> Work order: As an exercise, transcribe the data below in full and exactly, omitting pictures.

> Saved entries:

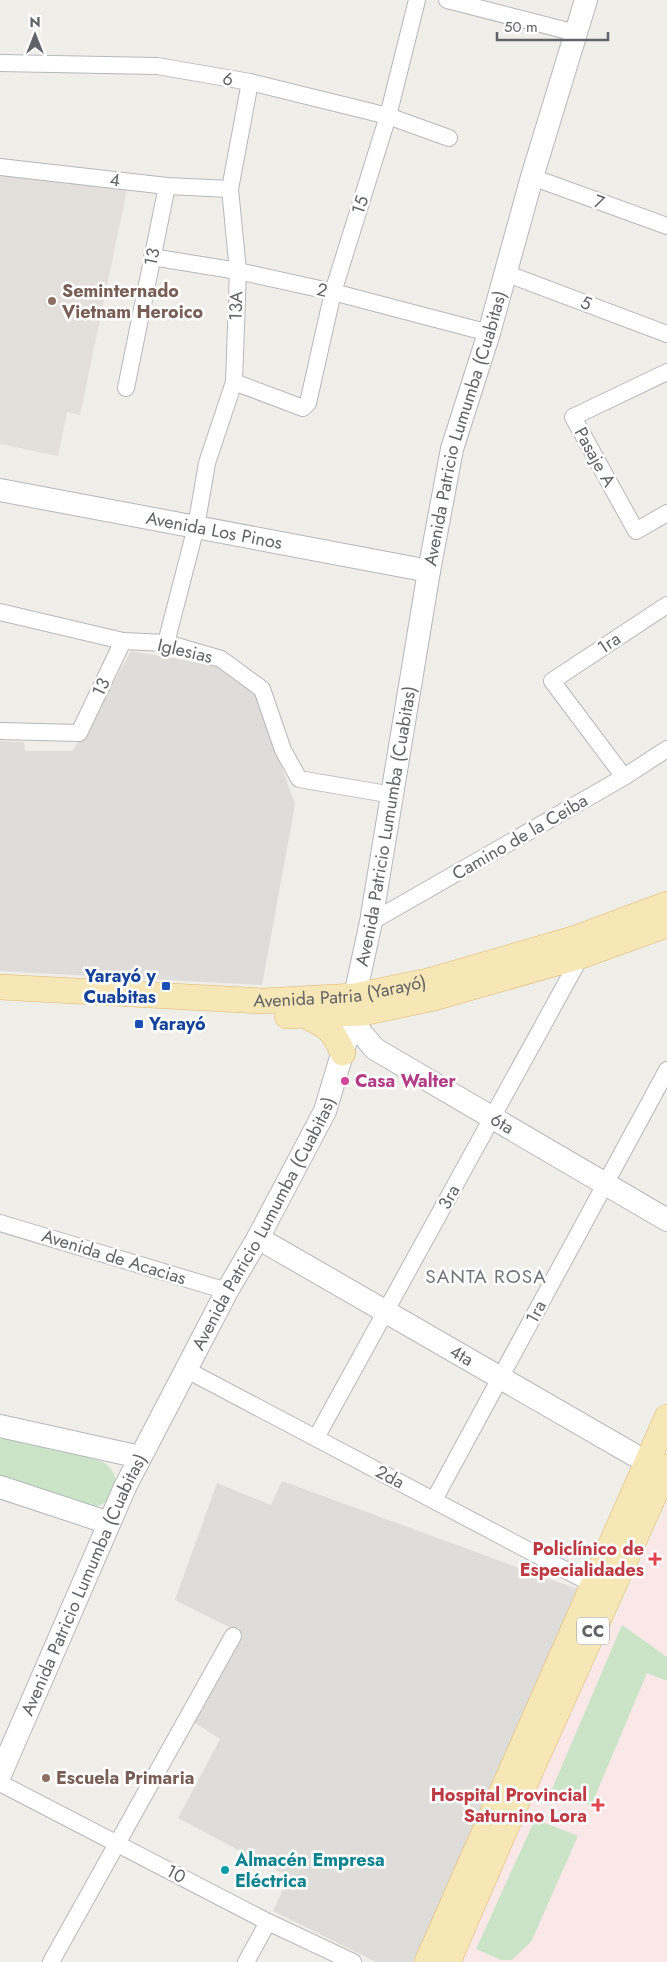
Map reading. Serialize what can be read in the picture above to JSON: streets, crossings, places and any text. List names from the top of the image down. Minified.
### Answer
{"streets":{"main road":["Avenida Patricio Lumumba (Cuabitas)","Avenida Los Pinos","Avenida Patria (Yarayó)","6ta","4ta","CC"],"street":["6","4","7","15","13","2","5","13A","Pasaje A","1ra","Iglesias","Camino de la Ceiba","3ra","Avenida de Acacias","2da","10"]},"crossings":[["6","15"],["6","13A"],["4","13"],["4","13A"],["7","Avenida Patricio Lumumba (Cuabitas)"],["15","2"],["15","13A"],["13","2"],["13","Iglesias"],["2","13A"],["2","Avenida Patricio Lumumba (Cuabitas)"],["5","Avenida Patricio Lumumba (Cuabitas)"],["13A","Avenida Los Pinos"],["Avenida Patricio Lumumba (Cuabitas)","Avenida Los Pinos"],["Avenida Patricio Lumumba (Cuabitas)","Iglesias"],["Avenida Patricio Lumumba (Cuabitas)","Camino de la Ceiba"],["Avenida Patricio Lumumba (Cuabitas)","Avenida Patria (Yarayó)"],["Avenida Patricio Lumumba (Cuabitas)","6ta"],["Avenida Patricio Lumumba (Cuabitas)","Avenida de Acacias"],["Avenida Patricio Lumumba (Cuabitas)","4ta"],["Avenida Patricio Lumumba (Cuabitas)","2da"],["1ra","Camino de la Ceiba"],["1ra","6ta"],["1ra","4ta"],["1ra","2da"],["Avenida Patria (Yarayó)","6ta"],["Avenida Patria (Yarayó)","3ra"],["6ta","3ra"],["3ra","4ta"],["3ra","2da"],["4ta","CC"],["2da","CC"]],"districts":["SANTA ROSA"],"places":{"other":["Seminternado Vietnam Heroico","Casa Walter","Escuela Primaria","Almacén Empresa Eléctrica"],"transit":["Yarayó y Cuabitas","Yarayó"],"health":["Policlínico de Especialidades","Hospital Provincial Saturnino Lora"]},"scale_bar":"50 m","north":"top"}
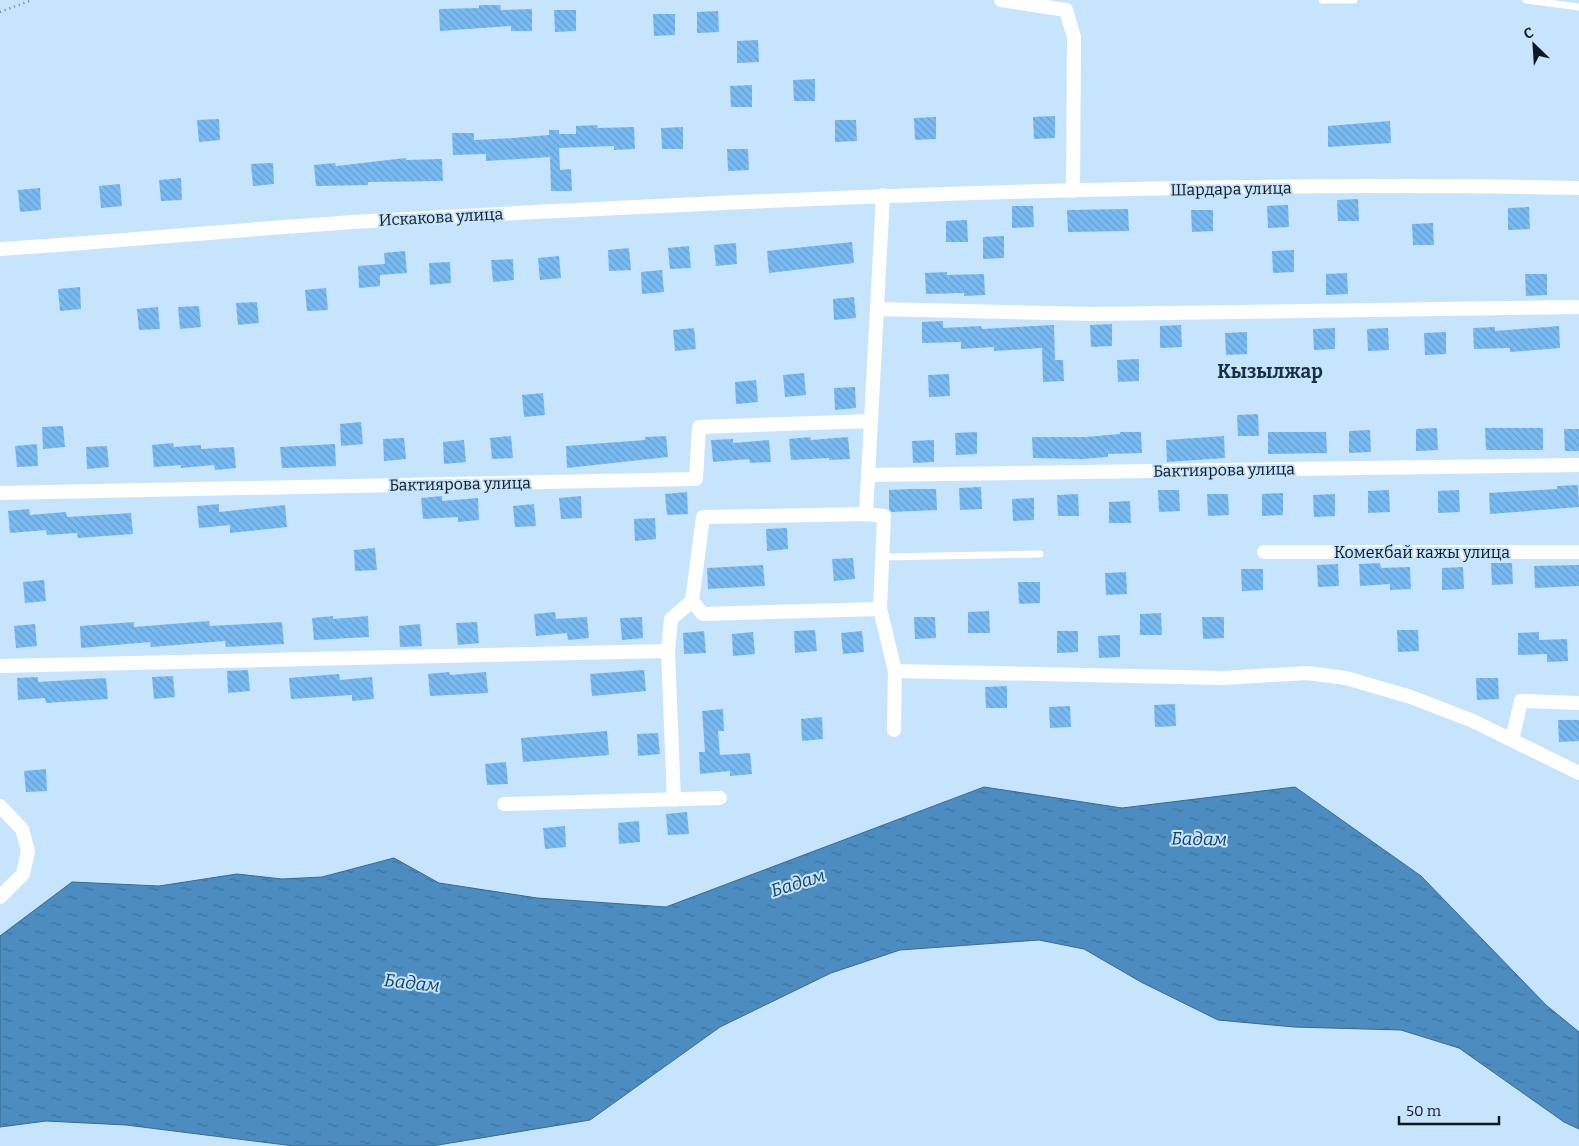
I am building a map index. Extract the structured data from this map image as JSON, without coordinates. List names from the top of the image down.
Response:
{
  "streets": {
    "street": [
      "Шардара улица",
      "Искакова улица",
      "Бактиярова улица",
      "Комекбай кажы улица"
    ]
  },
  "crossings": [
    ["Шардара улица", "Искакова улица"]
  ],
  "districts": ["Кызылжар"],
  "water": ["Бадам"],
  "scale_bar": "50 m",
  "north": "top left"
}
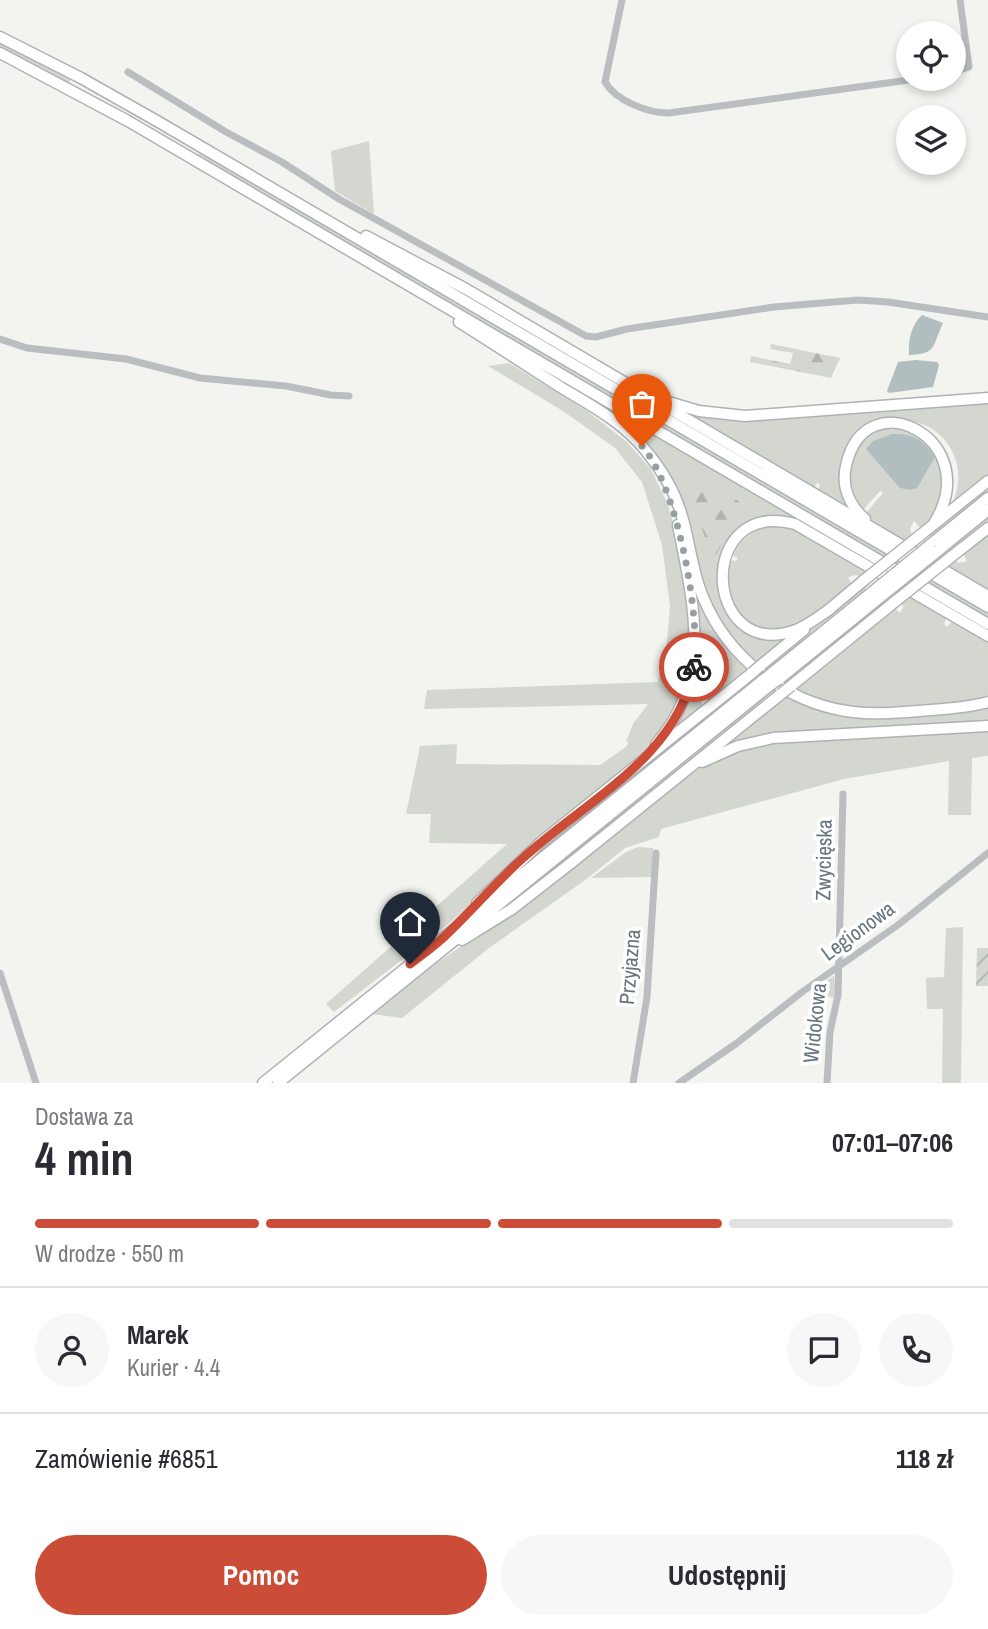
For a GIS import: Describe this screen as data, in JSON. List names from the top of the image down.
{
  "streets": {
    "street": [
      "Zwycięska",
      "Legionowa",
      "Przyjazna",
      "Widokowa"
    ]
  },
  "crossings": [
    ["Zwycięska", "Legionowa"],
    ["Zwycięska", "Widokowa"],
    ["Legionowa", "Widokowa"]
  ],
  "page": {
    "heading": ["4 min", "Dostawa za", "07:01–07:06"],
    "panel": [
      "Marek",
      "Kurier · 4.4",
      "Zamówienie #6851",
      "118 zł"
    ],
    "bar": "W drodze · 550 m",
    "buttons": ["Pomoc", "Udostępnij"]
  }
}
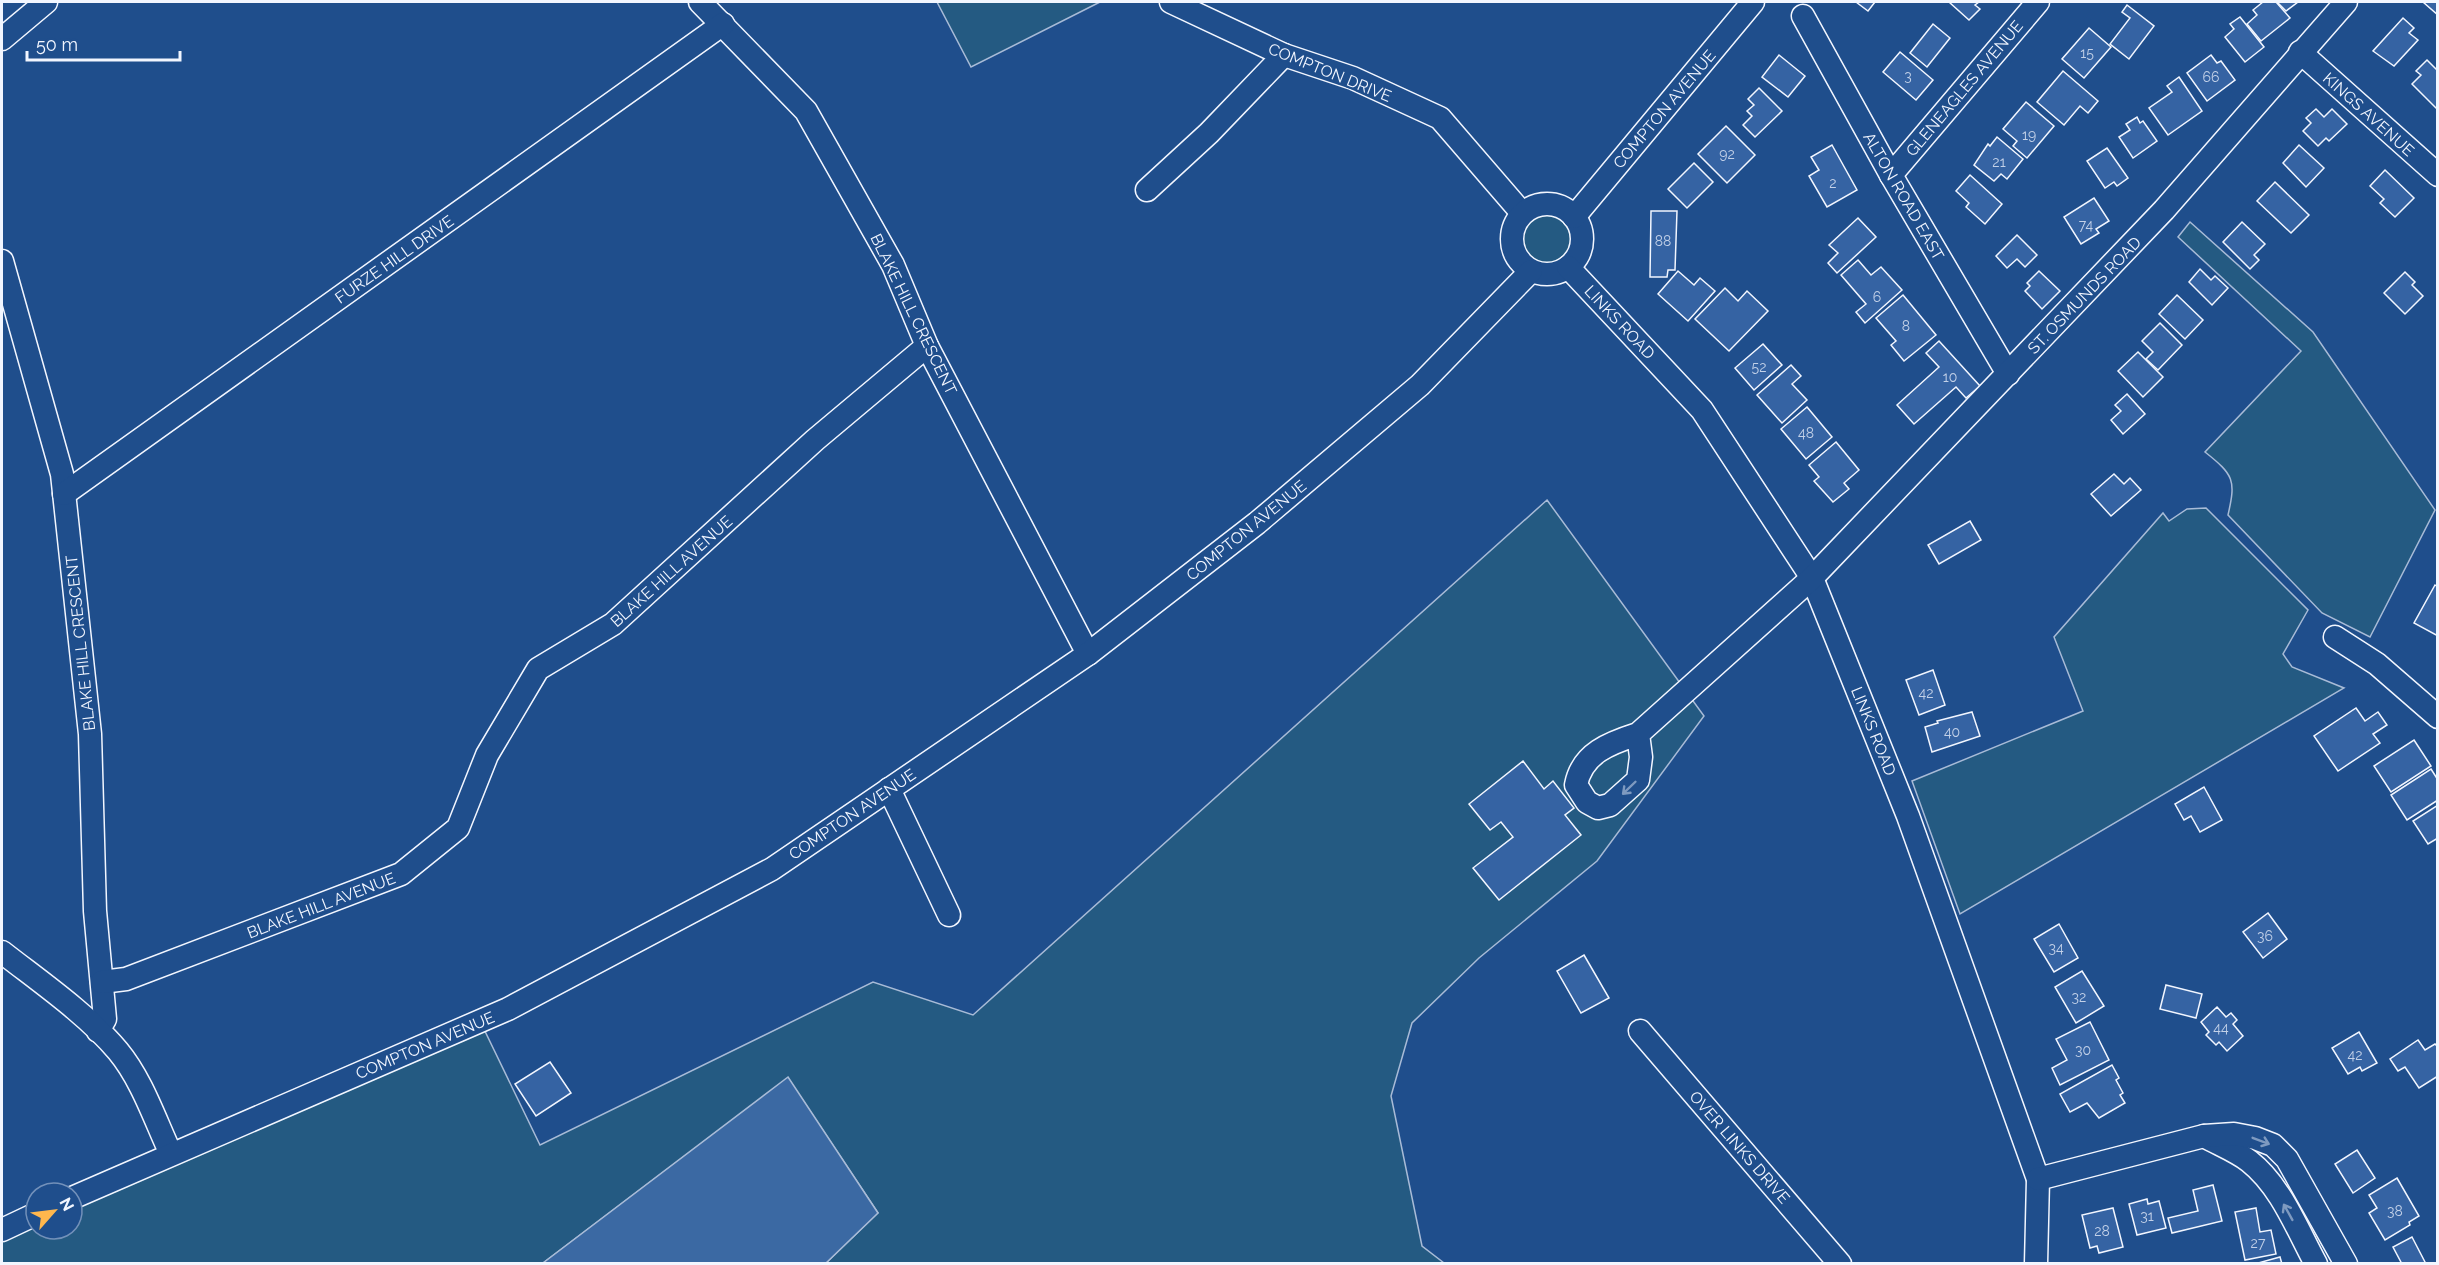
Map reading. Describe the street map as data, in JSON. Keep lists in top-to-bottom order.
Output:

> Completed exercise:
Map reading. Serialize what can be read in the picture above to JSON: streets, crossings, places and any text. List names from the top of the image down. Minified.
### Answer
{"streets":{"main road":["Avenida Patricio Lumumba (Cuabitas)","Avenida Los Pinos","Avenida Patria (Yarayó)","6ta","4ta","CC"],"street":["6","4","7","15","13","2","5","13A","Pasaje A","1ra","Iglesias","Camino de la Ceiba","3ra","Avenida de Acacias","2da","10"]},"crossings":[["6","15"],["6","13A"],["4","13"],["4","13A"],["7","Avenida Patricio Lumumba (Cuabitas)"],["15","2"],["15","13A"],["13","2"],["13","Iglesias"],["2","13A"],["2","Avenida Patricio Lumumba (Cuabitas)"],["5","Avenida Patricio Lumumba (Cuabitas)"],["13A","Avenida Los Pinos"],["Avenida Patricio Lumumba (Cuabitas)","Avenida Los Pinos"],["Avenida Patricio Lumumba (Cuabitas)","Iglesias"],["Avenida Patricio Lumumba (Cuabitas)","Camino de la Ceiba"],["Avenida Patricio Lumumba (Cuabitas)","Avenida Patria (Yarayó)"],["Avenida Patricio Lumumba (Cuabitas)","6ta"],["Avenida Patricio Lumumba (Cuabitas)","Avenida de Acacias"],["Avenida Patricio Lumumba (Cuabitas)","4ta"],["Avenida Patricio Lumumba (Cuabitas)","2da"],["1ra","Camino de la Ceiba"],["1ra","6ta"],["1ra","4ta"],["1ra","2da"],["Avenida Patria (Yarayó)","6ta"],["Avenida Patria (Yarayó)","3ra"],["6ta","3ra"],["3ra","4ta"],["3ra","2da"],["4ta","CC"],["2da","CC"]],"districts":["SANTA ROSA"],"places":{"other":["Seminternado Vietnam Heroico","Casa Walter","Escuela Primaria","Almacén Empresa Eléctrica"],"transit":["Yarayó y Cuabitas","Yarayó"],"health":["Policlínico de Especialidades","Hospital Provincial Saturnino Lora"]},"scale_bar":"50 m","north":"top"}
I am building a map index. Extract the structured data from this map image as JSON, without coordinates. List names from the top of the image down.
Response:
{
  "streets": {
    "street": [
      "Шардара улица",
      "Искакова улица",
      "Бактиярова улица",
      "Комекбай кажы улица"
    ]
  },
  "crossings": [
    ["Шардара улица", "Искакова улица"]
  ],
  "districts": ["Кызылжар"],
  "water": ["Бадам"],
  "scale_bar": "50 m",
  "north": "top left"
}
For a GIS import: Describe this screen as data, in JSON. List names from the top of the image down.
{
  "streets": {
    "street": [
      "Zwycięska",
      "Legionowa",
      "Przyjazna",
      "Widokowa"
    ]
  },
  "crossings": [
    ["Zwycięska", "Legionowa"],
    ["Zwycięska", "Widokowa"],
    ["Legionowa", "Widokowa"]
  ],
  "page": {
    "heading": ["4 min", "Dostawa za", "07:01–07:06"],
    "panel": [
      "Marek",
      "Kurier · 4.4",
      "Zamówienie #6851",
      "118 zł"
    ],
    "bar": "W drodze · 550 m",
    "buttons": ["Pomoc", "Udostępnij"]
  }
}
Map reading. Describe the street map as data, in JSON. Keep lists in top-to-bottom order.
Output:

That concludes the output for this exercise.